アメリカ ノースダコタ州で先住民スタンディングロック・スー族の保留地の水源が汚染されるという理由から、抗議デモが続いていた石油パイプライン「ダコタ・アクセス・パイプライン」の建設計画。「ダゴタ・アクセス・パイプライン」は、ノースダゴタ州からイリノイ州までつなぐ1886キロのパイプラインを建設するプロジェクト。しかしこのパイプの工事はこれまで何度も石油の流出事故により、多くの場所で水が汚染されていた。
アメリカの先住民スタンディングロック・スー族は、水源のミズーリ川、そして先祖から受け継いだ土地が汚染されことを懸念し抗議デモを続けていた。
そして12月4日、アメリカ陸軍省は水源となるミズーリ川をせき止めたダム湖「オアへ湖」の地下にパイプラインを通す工事を許可しないと発表。
ダコタ・アクセス・パイプラインの建設中止のニュースは、数か月にわたって計画に抗議していた先住民や環境保護活動家たちにとって、この決定は歴史的な勝利となった。
200以上の部族代表、524人の聖職者が集結
このダコタ・アクセス・パイプラインの反対デモ活動(NoDAPL)は、ただの環境保護運動ではない、もっと根深い問題である。
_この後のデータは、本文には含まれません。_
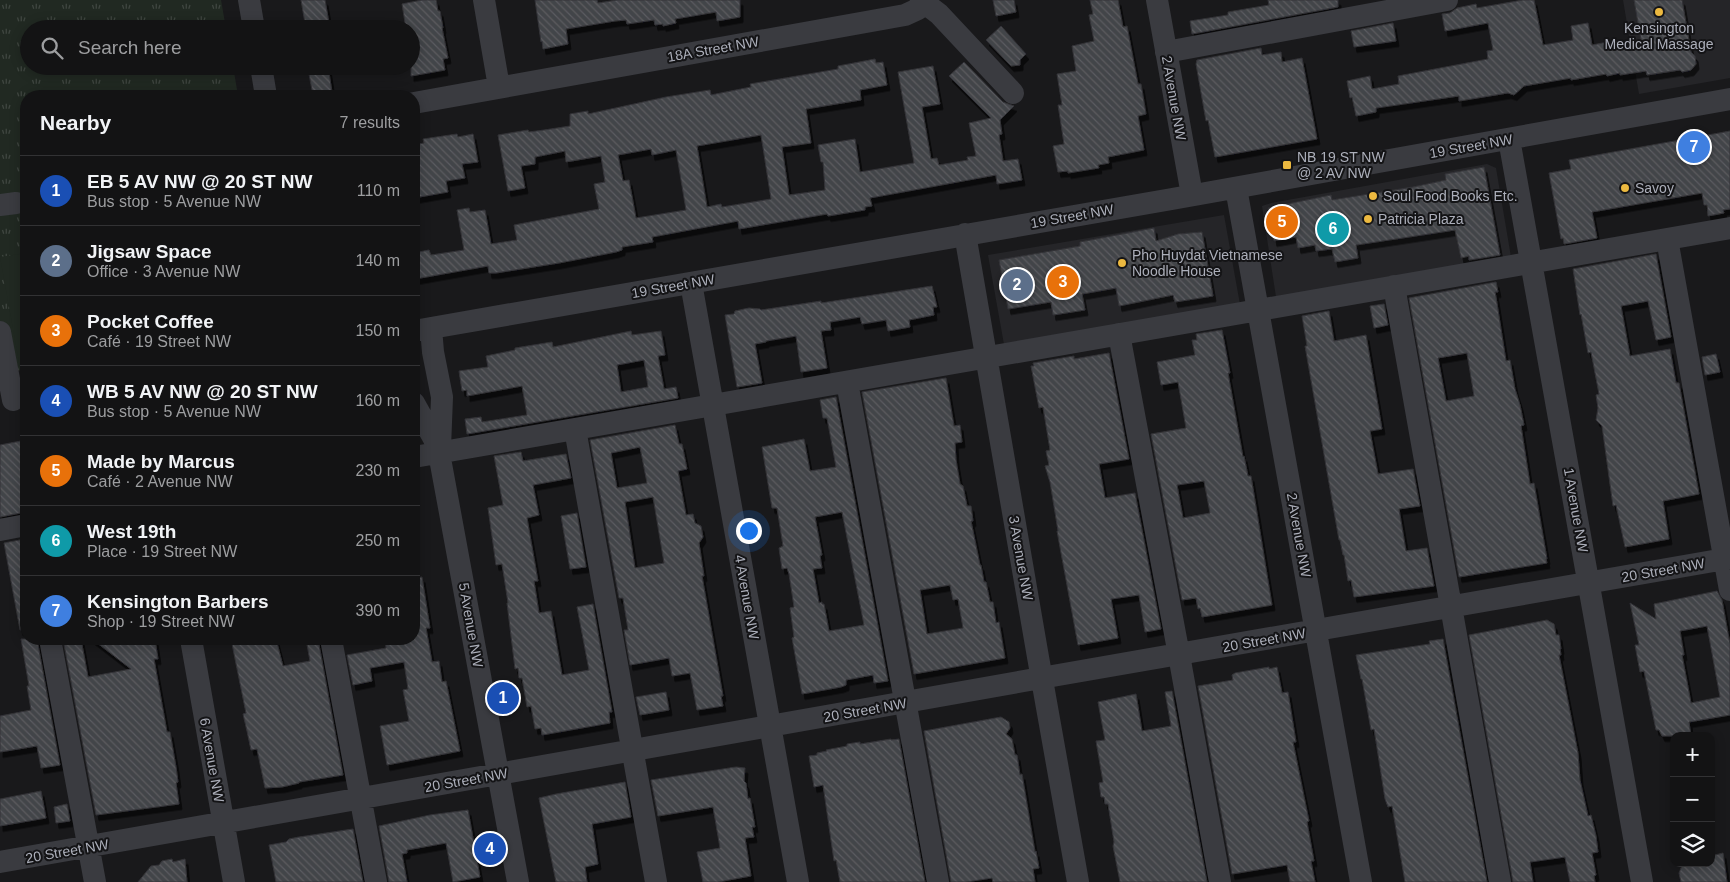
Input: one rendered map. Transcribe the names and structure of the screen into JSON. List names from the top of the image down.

アメリカ先住民たちは植民地時代から、白人の開拓者に土地を奪われ、暮らしを奪われ、子供達を奪われ、言語を奪われてきた。スタンディングロックは白人が保留地として、先住民との土地問題を解決すべく、彼らとの条約を結び住まわせた場所である。その保留地の法律は部族に任されているのだが、白人文化と同化させることも条件としている。
その保留地スタンディングロックで起こった今回のダコタ・アクセス・パイプラインの反対デモ隊は、なんと200以上の部族出身の代表者などが参加し、自ら「Water Protector(水の保護者)」と名乗り、その反対活動に加わった。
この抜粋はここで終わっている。